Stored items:
<<<<

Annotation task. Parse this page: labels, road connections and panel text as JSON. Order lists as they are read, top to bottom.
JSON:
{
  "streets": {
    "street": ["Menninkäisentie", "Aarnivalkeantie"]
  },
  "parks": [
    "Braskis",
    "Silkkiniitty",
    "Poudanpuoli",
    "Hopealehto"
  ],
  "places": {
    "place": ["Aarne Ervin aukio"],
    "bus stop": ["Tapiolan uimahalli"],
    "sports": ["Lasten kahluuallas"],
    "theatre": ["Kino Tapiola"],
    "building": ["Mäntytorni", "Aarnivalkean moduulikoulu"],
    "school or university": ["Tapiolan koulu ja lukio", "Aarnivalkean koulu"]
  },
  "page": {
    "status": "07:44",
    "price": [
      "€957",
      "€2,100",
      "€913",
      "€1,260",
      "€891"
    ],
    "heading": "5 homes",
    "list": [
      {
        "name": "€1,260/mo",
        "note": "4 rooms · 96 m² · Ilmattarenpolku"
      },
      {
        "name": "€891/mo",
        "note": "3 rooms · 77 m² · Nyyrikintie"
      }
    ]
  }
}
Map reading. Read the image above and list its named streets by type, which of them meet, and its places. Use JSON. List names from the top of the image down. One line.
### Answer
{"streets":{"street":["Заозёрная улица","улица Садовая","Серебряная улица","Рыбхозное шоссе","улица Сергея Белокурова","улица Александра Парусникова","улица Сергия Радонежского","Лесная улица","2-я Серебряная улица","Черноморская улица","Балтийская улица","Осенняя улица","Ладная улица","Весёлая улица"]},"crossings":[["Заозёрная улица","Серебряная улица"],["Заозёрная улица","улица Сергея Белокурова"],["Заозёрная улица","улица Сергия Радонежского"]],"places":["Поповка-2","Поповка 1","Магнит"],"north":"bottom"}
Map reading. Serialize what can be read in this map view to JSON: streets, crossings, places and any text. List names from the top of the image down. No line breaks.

>>>>

What this task involves:
The output should match the records above exactly, entry for entry.

Written reply:
Annotation task. Parse this page: labels, road connections and panel text as JSON. Order lists as they are read, top to bottom.
JSON:
{
  "streets": {
    "street": ["Menninkäisentie", "Aarnivalkeantie"]
  },
  "parks": [
    "Braskis",
    "Silkkiniitty",
    "Poudanpuoli",
    "Hopealehto"
  ],
  "places": {
    "place": ["Aarne Ervin aukio"],
    "bus stop": ["Tapiolan uimahalli"],
    "sports": ["Lasten kahluuallas"],
    "theatre": ["Kino Tapiola"],
    "building": ["Mäntytorni", "Aarnivalkean moduulikoulu"],
    "school or university": ["Tapiolan koulu ja lukio", "Aarnivalkean koulu"]
  },
  "page": {
    "status": "07:44",
    "price": [
      "€957",
      "€2,100",
      "€913",
      "€1,260",
      "€891"
    ],
    "heading": "5 homes",
    "list": [
      {
        "name": "€1,260/mo",
        "note": "4 rooms · 96 m² · Ilmattarenpolku"
      },
      {
        "name": "€891/mo",
        "note": "3 rooms · 77 m² · Nyyrikintie"
      }
    ]
  }
}
Map reading. Read the image above and list its named streets by type, which of them meet, and its places. Use JSON. List names from the top of the image down. One line.
### Answer
{"streets":{"street":["Заозёрная улица","улица Садовая","Серебряная улица","Рыбхозное шоссе","улица Сергея Белокурова","улица Александра Парусникова","улица Сергия Радонежского","Лесная улица","2-я Серебряная улица","Черноморская улица","Балтийская улица","Осенняя улица","Ладная улица","Весёлая улица"]},"crossings":[["Заозёрная улица","Серебряная улица"],["Заозёрная улица","улица Сергея Белокурова"],["Заозёрная улица","улица Сергия Радонежского"]],"places":["Поповка-2","Поповка 1","Магнит"],"north":"bottom"}
Map reading. Serialize what can be read in this map view to JSON: streets, crossings, places and any text. List names from the top of the image down. No line breaks.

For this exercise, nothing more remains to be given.